Whether it will pass both houses (or even one) is still in doubt; but if so, at least the president will be happy. He praised the agreement as “a good first step,” saying he wanted “a budget that grows our economy faster and creates more jobs—not through aimless, reckless spending cuts that harm our economy now, but by making sure we can afford to invest in the things that have always grown our economy and strengthened our middle class.”

The deal replaces parts of last year’s sequester that harmed students, seniors, and middle-class families and slowed economic growth throughout 2012. The president noted that it includes “targeted fee increases and spending cuts designed in a way that doesn’t hurt our economy or break the ironclad promises we’ve made to our seniors.”

Always an optimist, Mr. Obama called the plan “a good sign that Democrats and Republicans in Congress were able to come together and break the cycle of short-sighted, crisis-driven decision-making to get this done.” But he also called on Congress to extend unemployment insurance and, overall, “make sure our economy works for every working American.

Asheville

•     Asheville High School’s Marching Band, led by Teacher of the Year William Talley, was chosen to march in President Obama’s second inaugural parade in January.

•          The next month, the president came to town to help celebrate the region’s excellent job growth with the opening of the new Linamar plant in Arden. He touted the fact that after a decade of net job losses under George W. Bush, more than 500,000 manufacturing jobs have been added in the U.S. in 2010, 2011, and 2012. Unemployment in Buncombe County is the lowest in the state at 5.5% as of October.

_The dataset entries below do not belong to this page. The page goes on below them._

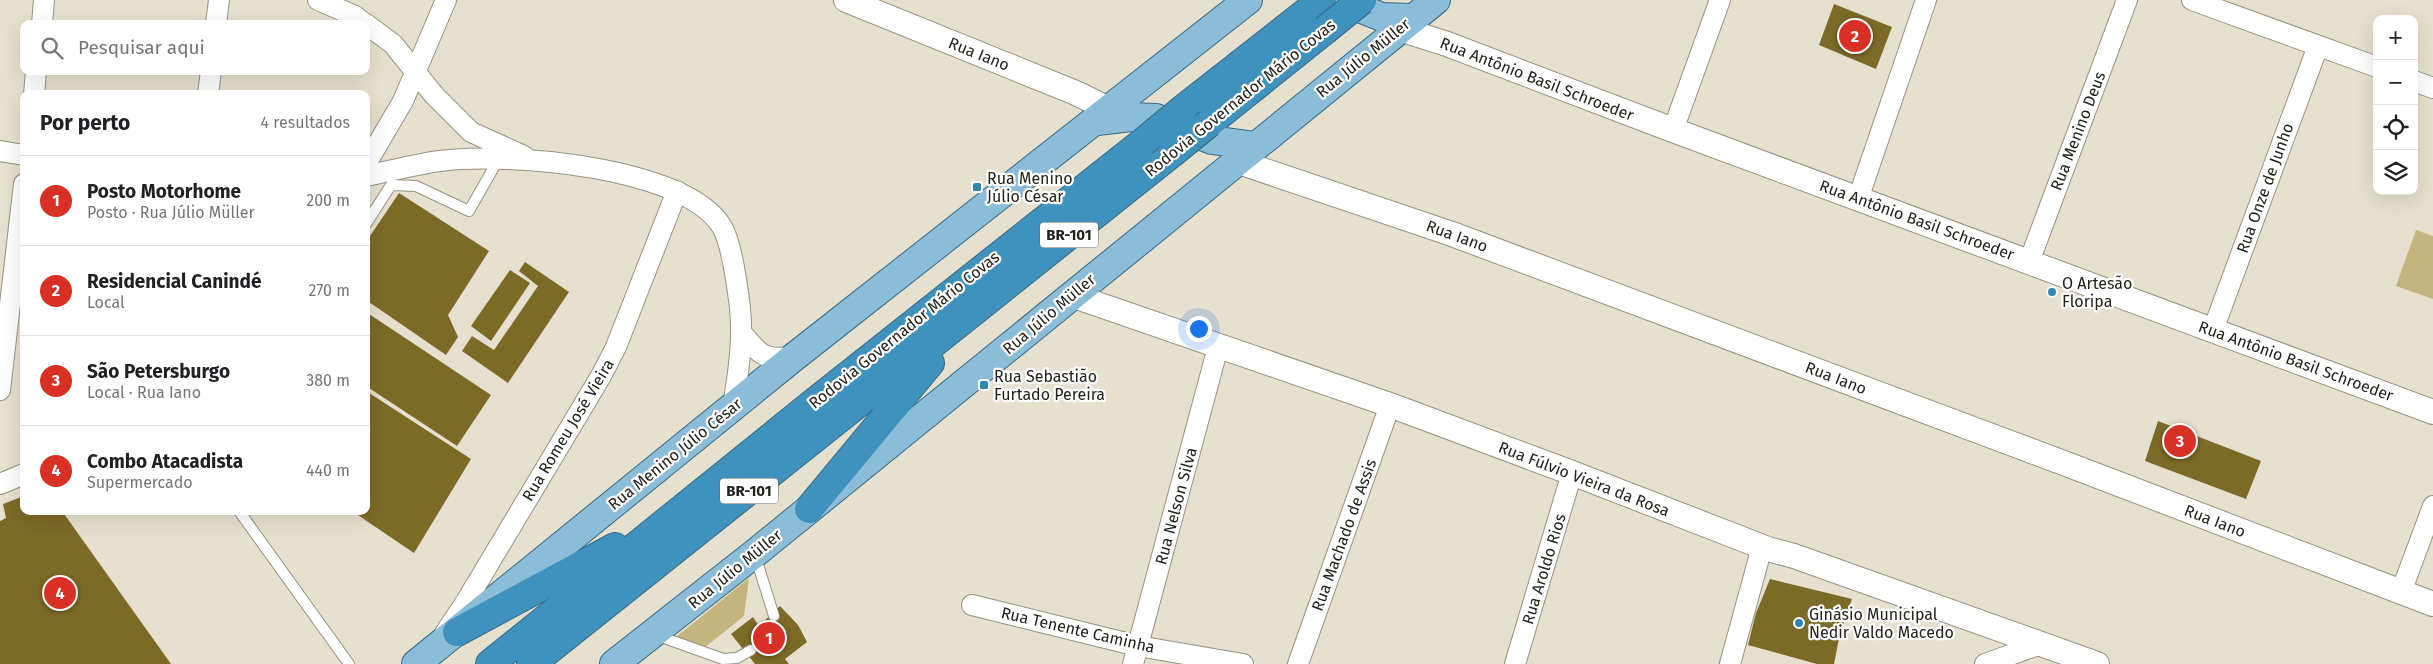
<!DOCTYPE html>
<html lang="pt">
<head>
<meta charset="utf-8">
<style>
  body { margin:0; font-family:"Fira Sans",sans-serif; background:#f6f6f6; color:#202124 }
  .controls { position:absolute; right:15px; top:15px; display:grid; overflow:hidden; border-radius:10px; box-shadow:0 5px 20px #0002 }
  .controls button { width:45px; height:45px; display:grid; place-items:center; padding:0; border:0; border-bottom:1px solid #e0e0e0; background:#fff; color:#202124; font:25px sans-serif }
  .you { position:absolute; left:1198px; top:328px; width:18px; height:18px; margin:-12px; border:4px solid #fff; border-radius:50%; background:#1a73e8; box-shadow:0 0 0 8px #1a73e833 }
  .badge { display:grid; place-items:center; width:32px; height:32px; border-radius:50%; background:#d93025; color:#fff; font-size:16px; font-weight:700 }
  .pin { position:absolute; translate:-50% -50%; border:2px solid #fff; box-shadow:0 1px 5px #0006 }
  .list { margin:0; padding:0; list-style:none }
  h2 { display:flex; justify-content:space-between; align-items:center; height:65px; margin:0; padding:0 20px; font-size:21px }
  h2 small { font-size:16px; font-weight:400; color:#757577 }
  .list li { display:grid; grid-template-columns:32px 1fr auto; gap:15px; align-items:center; box-sizing:border-box; height:90px; padding:0 20px; border-top:1px solid #e0e0e0 }
  .list b { display:block; font-size:19px; white-space:nowrap }
  .list p { margin:0; font-size:16px; white-space:nowrap; color:#757577 }
  .list em { font-size:16px; font-style:normal; color:#757577 }
  .icon { flex:none; width:28px; height:28px; fill:none; stroke:currentColor; stroke-width:2; stroke-linecap:round; stroke-linejoin:round }
  .map { position:relative; flex:none; width:2433px; height:664px; overflow:hidden }
  .search { position:absolute; background:#fff; box-shadow:0 5px 20px #0002; left:20px; top:20px; width:350px; height:55px; display:flex; align-items:center; gap:12px; box-sizing:border-box; padding:0 18px; border-radius:10px; color:#757577; font-size:19px }
  .panel { position:absolute; background:#fff; box-shadow:0 5px 20px #0002; left:20px; top:90px; width:350px; height:425px; border-radius:10px }
  .map>svg:first-child { display:block }
  .green { fill:#c4b47d }
  .building { fill:#7c6a27 }
  .lines { fill:none; stroke-linecap:round; stroke-linejoin:round }
  .service-casing { stroke:#979281; stroke-width:12 }
  .minor-casing { stroke:#979281; stroke-width:22 }
  .tertiary-casing { stroke:#979281; stroke-width:26 }
  .primary-casing { stroke:#356a85; stroke-width:30 }
  .motorway-casing { stroke:#356a85; stroke-width:30 }
  .service { stroke:#fff; stroke-width:10 }
  .minor { stroke:#fff; stroke-width:20 }
  .tertiary { stroke:#fff; stroke-width:24 }
  .primary { stroke:#8cbdd8; stroke-width:28 }
  .motorway { stroke:#3f91be; stroke-width:28 }
  .motorway-bridge-casing { stroke:#356a85; stroke-width:30; stroke-linecap:butt }
  .motorway-bridge { stroke:#3f91be; stroke-width:28 }
  .poi-dot { fill:#2e87b5; stroke:#fff; stroke-width:2 }
  .labels { text-anchor:middle; dominant-baseline:central; stroke-width:4.5; stroke-linejoin:round; paint-order:stroke }
  .shield { fill:#fff; stroke:#65645f; stroke-width:1 }
  .shield-label { font-size:15px; font-weight:bold; fill:#23211a }
  .street-label { font-size:16px; fill:#23211a; stroke:#fff }
  .poi-label { font-size:16px; fill:#23211a; stroke:#fff; text-anchor:start }
</style>
</head>
<body>
<div class="map">
<svg width="2433" height="664" viewBox="0 0 2433 664">
  <rect width="100%" height="100%" fill="#e6e0ce"/>
  <g class="green">
    <path d="M2416,230L2433,236V299L2396,286Z"/>
    <path d="M749,578L744,616L704,648L676,637Z"/>
  </g>
  <g class="building">
    <path d="M1834,4L1892,27L1876,69L1819,45Z"/>
    <path d="M399,193L489,251L448,315L458,337L446,355L366,300V242Z"/>
    <path d="M525,262L569,292L508,383L462,351L472,336L494,350L538,286L519,271Z"/>
    <path d="M510,270L530,283L491,341L471,326Z"/>
    <path d="M366,312L491,395L457,446L366,386Z"/>
    <path d="M366,391L471,459L414,553L352,511H366Z"/>
    <path d="M2158,421L2261,461L2246,499L2145,461Z"/>
    <path d="M24,496V511H62L171,664H0V521L6,518L3,504Z"/>
    <path d="M1770,579L1852,599L1840,633L1834,664H1817L1748,645L1756,613Z"/>
    <path d="M780,606L798,625L807,642L785,659L789,664H755L731,634L753,617L759,626Z"/>
  </g>
  <g class="lines">
    <defs>
      <g id="service">
        <path d="M366,224L391,185L416,186L469,211L498,160"/>
        <path d="M239,511L349,664"/>
        <path d="M755,555L774,616"/>
        <path d="M656,635L723,659L737,658L751,650"/>
      </g>
      <g id="minor">
        <path d="M318,0L355,16L365,24"/>
        <path d="M2192,0L2377,67"/>
        <path d="M42,24L44,0"/>
        <path d="M216,24L219,0"/>
        <path d="M366,24L393,44L434,95L471,132L524,156"/>
        <path d="M2414,81L2433,88"/>
        <path d="M34,94L36,71"/>
        <path d="M208,94L211,71"/>
        <path d="M1673,130L1720,0"/>
        <path d="M0,151L24,155"/>
        <path d="M366,164L403,101L446,0"/>
        <path d="M366,176C391,171 416,164 440,161C505,152 686,166 722,227C733,245 742,312 741,334C741,358 737,382 733,406"/>
        <path d="M1858,199L1926,0"/>
        <path d="M2029,262L2127,0"/>
        <path d="M2213,330L2318,46"/>
        <path d="M742,333C761,356 763,360 794,357"/>
        <path d="M0,390L24,184"/>
        <path d="M0,484L24,474"/>
        <path d="M2401,592L2433,506"/>
        <path d="M972,605L1138,646L1243,664"/>
        <path d="M445,633L467,600L601,376L616,347L677,191"/>
        <path d="M1133,664L1218,347"/>
        <path d="M1298,664L1390,405"/>
        <path d="M1515,664L1572,473"/>
        <path d="M1730,664L1762,547"/>
        <path d="M1985,664L2038,645"/>
      </g>
      <g id="tertiary">
        <path d="M846,0L1076,93L1110,110"/>
        <path d="M1400,29L1447,44L1673,130L2433,412"/>
        <path d="M1236,161L1452,234L2069,465L2433,604"/>
        <path d="M1071,295L1390,405L1572,473L1768,549L1794,556L2097,664"/>
      </g>
      <g id="primary">
        <path d="M1339,0L1382,17L1413,18"/>
        <path d="M1097,121L1131,117L1156,118L1212,140L1255,146"/>
        <path d="M416,664L794,357L1248,0"/>
        <path d="M614,664L754,554L1436,0"/>
      </g>
      <g id="motorway">
        <path d="M1183,109L1322,0"/>
        <path d="M1209,123L1325,30"/>
        <path d="M809,509L930,363"/>
        <path d="M457,632L615,547"/>
        <path d="M490,664L811,405L1143,142"/>
        <path d="M531,664L1172,153"/>
      </g>
    </defs>
    <use href="#service" class="service-casing"/>
    <use href="#minor" class="minor-casing"/>
    <use href="#tertiary" class="tertiary-casing"/>
    <use href="#primary" class="primary-casing"/>
    <use href="#motorway" class="motorway-casing"/>
    <use href="#service" class="service"/>
    <use href="#minor" class="minor"/>
    <use href="#tertiary" class="tertiary"/>
    <use href="#primary" class="primary"/>
    <use href="#motorway" class="motorway"/>
    <defs>
      <g id="motorway-bridge">
        <path d="M1325,30L1362,0"/>
        <path d="M1143,142L1183,109"/>
        <path d="M1172,153L1209,123"/>
      </g>
    </defs>
    <use href="#motorway-bridge" class="motorway-bridge-casing"/>
    <use href="#motorway-bridge" class="motorway-bridge"/>
  </g>
  <g class="poi-dot">
    <rect x="972" y="182" width="10" height="10" rx="2.5"/>
    <circle cx="2052" cy="292" r="5"/>
    <rect x="979" y="380" width="10" height="10" rx="2.5"/>
    <circle cx="1799" cy="623" r="5"/>
  </g>
  <g class="labels">
    <g class="shield">
      <rect x="1040" y="222.5" width="58" height="25" rx="4"/>
      <rect x="720" y="478.5" width="58" height="25" rx="4"/>
    </g>
    <g class="shield-label">
      <text x="1069" y="235">BR-101</text>
      <text x="749" y="491">BR-101</text>
    </g>
    <g class="street-label">
      <text transform="translate(979 54) rotate(22)">Rua Iano</text>
      <text transform="translate(1363 58) rotate(-39)">Rua Júlio Müller</text>
      <text transform="translate(1537 79) rotate(21)">Rua Antônio Basil Schroeder</text>
      <text transform="translate(1240 98) rotate(-39)">Rodovia Governador Mário Covas</text>
      <text transform="translate(2078 131) rotate(-69)">Rua Menino Deus</text>
      <text transform="translate(2265 188) rotate(-70)">Rua Onze de Junho</text>
      <text transform="translate(1917 220) rotate(20)">Rua Antônio Basil Schroeder</text>
      <text transform="translate(1457 236) rotate(20)">Rua Iano</text>
      <text transform="translate(1049 314) rotate(-40)">Rua Júlio Müller</text>
      <text transform="translate(904 330) rotate(-39)">Rodovia Governador Mário Covas</text>
      <text transform="translate(2296 361) rotate(20)">Rua Antônio Basil Schroeder</text>
      <text transform="translate(1836 378) rotate(21)">Rua Iano</text>
      <text transform="translate(568 430) rotate(-59)">Rua Romeu José Vieira</text>
      <text transform="translate(675 454) rotate(-39)">Rua Menino Júlio César</text>
      <text transform="translate(1584 479) rotate(21)">Rua Fúlvio Vieira da Rosa</text>
      <text transform="translate(1176 506) rotate(-75)">Rua Nelson Silva</text>
      <text transform="translate(2215 521) rotate(21)">Rua Iano</text>
      <text transform="translate(1344 535) rotate(-70)">Rua Machado de Assis</text>
      <text transform="translate(735 569) rotate(-39)">Rua Júlio Müller</text>
      <text transform="translate(1544 569) rotate(-73)">Rua Aroldo Rios</text>
      <text transform="translate(1078 630) rotate(13)">Rua Tenente Caminha</text>
    </g>
    <g class="poi-label">
      <text x="987" y="178">Rua Menino<tspan x="987" dy="18">Júlio César</tspan></text>
      <text x="2062" y="283">O Artesão<tspan x="2062" dy="18">Floripa</tspan></text>
      <text x="994" y="376">Rua Sebastião<tspan x="994" dy="18">Furtado Pereira</tspan></text>
      <text x="1809" y="614">Ginásio Municipal<tspan x="1809" dy="18">Nedir Valdo Macedo</tspan></text>
    </g>
  </g>
</svg>
<div class="controls">
<button>+</button>
<button>−</button>
<button><svg class="icon" aria-label="locate" viewBox="0 0 24 24"><circle cx="12" cy="12" r="6"/><path d="M12 2v4M12 18v4M2 12h4M18 12h4"/></svg></button>
<button><svg class="icon" aria-label="layers" viewBox="0 0 24 24"><path d="M12 4l9 5-9 5-9-5zM3 14l9 5 9-5"/></svg></button>
</div>
<div class="you"></div>
<div class="pin badge" style="left:769px;top:638px">1</div>
<div class="pin badge" style="left:1855px;top:36px">2</div>
<div class="pin badge" style="left:2180px;top:441px">3</div>
<div class="pin badge" style="left:60px;top:593px">4</div>
<div class="search"><svg class="icon" aria-label="search" viewBox="0 0 24 24"><circle cx="10" cy="10" r="6"/><path d="M15 15l6 6"/></svg>Pesquisar aqui</div>
<section class="panel">
<h2>Por perto<small>4 resultados</small></h2>
<ul class="list">
<li><span class="badge">1</span><div><b>Posto Motorhome</b><p>Posto · Rua Júlio Müller</p></div><em>200 m</em></li>
<li><span class="badge">2</span><div><b>Residencial Canindé</b><p>Local</p></div><em>270 m</em></li>
<li><span class="badge">3</span><div><b>São Petersburgo</b><p>Local · Rua Iano</p></div><em>380 m</em></li>
<li><span class="badge">4</span><div><b>Combo Atacadista</b><p>Supermercado</p></div><em>440 m</em></li>
</ul>
</section>
</div>
</body>
</html>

•     Dr. Cornell West graced the Sherrill Arena at UNC Asheville with a powerful speech to more than 2,000 in which he challenged many of the assumptions of modern politics, especially those that have led to the widest disparities in income and opportunity, and the highest proportion of American workers in poverty, in three-quarters of a century.

•     MAHEC executive Jacquelyn Hallum was chosen in May as the new chairperson of the Asheville City School Board, which soon drew fire for its decision to replace Superintendent Allen Johnson: he was rewarded with severance pay based on the remaining term of his contract, but it was unclear whether he was actually dismissed or had resigned.

•     Asheville Police Chief William Anderson was embroiled in controversy when his son apparently tried to cover up his involvement in a car accident.

•     Asheville got a new mayor, Esther Manheimer, elected to succeed Terry Bellamy at the completion of her two terms.

•     City police officer Robert Bingaman died in October when his police cruiser plunged over the side of the Jeff Bowen Bridge in a one-car accident.

•     Buncombe County faced more murders and murder-suicides in 2013 (12 in total) than in the several previous years put together (four in 2012, three in 2011).

•     In response to the Florida killing of unarmed teenager Trayvon Martin, a well-attended series of meetings challenged the city and county to develop ways to ensure that no such incident can happen here.

Weather

Ice in the Arctic Ocean melted to its smallest coverage in recorded history, opening potential sea lanes across the north; glaciers continued to melt at record rates in North America and Europe, and the Ice Shelf in Antarctica broke into yet more pieces, with bergs that could endanger shipping later in the year.

The worst typhoon in history devastated the Philippines in November, and at the beginning December the entire east coast of the U.S., as well as the Midwest from Minnesota to Texas, were hit with icy cold and storms of freezing rain, snow, and ice.

Asheville had the wettest year in the entire history of weather recording, with 12 inches of rain in July alone. (Editor’s Note: It’s a good thing there’s no such thing as global climate change to make things even worse!)

And that’s how the memorable year 2013 came to an end.